Just in the similarity of the names alone we can see that there is a special relationship between the two molecules. To test our claim, we decided to compare the time it takes in seconds for this process to take place in environments of three different temperatures: chilled, room, and hot. The rate at which the reaction is completed has been defined by the rising of a small filter disc saturated with the hydrogen peroxidase to the surface of a hydrogen peroxide solution in a fifty milliliter beaker.

Observation:

After four trials under average room temperature, the time it took for the enzymes to break down the hydrogen peroxide was an average of approximately 6.5 seconds. Differently, when the trial was done under higher temperatures, an entire minute and a half passed without any change in the positioning of the filter disc in the beaker. This same result occurs after the passing of a generous five minutes when the enzymes and substrates come into contact with one another under low temperatures.

Results:

By altering the temperature of the environment, the enzyme’s ability to work normally is in fact affected.
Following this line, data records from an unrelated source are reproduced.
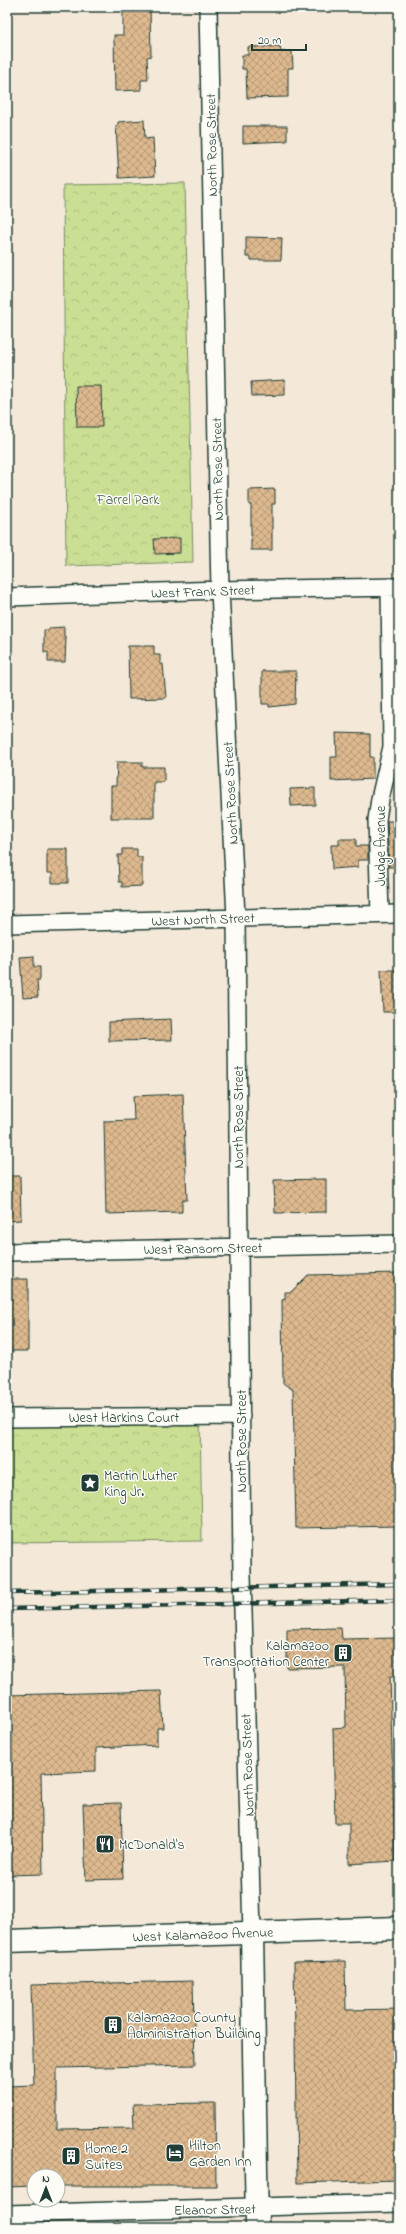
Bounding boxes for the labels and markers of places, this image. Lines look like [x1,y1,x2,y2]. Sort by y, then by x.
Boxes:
place label: Martin Luther King Jr. [104,1466,178,1504]
place icon: Martin Luther King Jr. [79,1472,101,1494]
place label: Kalamazoo Transportation Center [202,1636,330,1673]
building icon: Kalamazoo Transportation Center [332,1642,354,1664]
restaurant icon: McDonald's [94,1833,116,1855]
place label: McDonald's [119,1835,185,1856]
place label: Kalamazoo County Administration Building [127,2008,261,2046]
building icon: Kalamazoo County Administration Building [102,2014,124,2036]
place label: Hilton Garden Inn [189,2136,251,2173]
place label: Home 2 Suites [85,2139,128,2176]
hotel icon: Hilton Garden Inn [164,2142,186,2164]
building icon: Home 2 Suites [60,2145,82,2167]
An enzyme at a temperature outside of room temperature is unable to serve its original function properly, meaning that room temperature is closest to this enzyme’s ideal environment. Based on this, both chilled and hot environments are extreme temperatures for the enzymes, rendering a large enough change in heat to limit their productivity. This altogether implies that the preservation of a particular temperature is crucial for a reaction to run to completion.

Discussion

But why are there so many limitations on enzyme productivity? Both enzymes and substrate already have highly specific conditions to be met before they are able to react and introducing the concept of the temperature of the environment only makes it more difficult to achieve. There must therefore be an utmost importance in the location of the end result produced from the reaction. If the reactants involved in the chemical equation can not undergo their usual behavior, react effectively with one another, in a given area, then it is just as probable that the end product will not function properly there either. This renders temperature as a great regulatory mechanism for where and even when the product can exist. If enzymes are in fact constantly moving around, they can randomly arrive to a region different from their designated one not only in the function it serves to entire the organism but also in temperature. It would be unnecessary for them to react and form their specific product here in the same way that it would be unnecessary for all of the different types of enzymes to produce all of their different products in the same place that is specialized for the utilization of only certain things.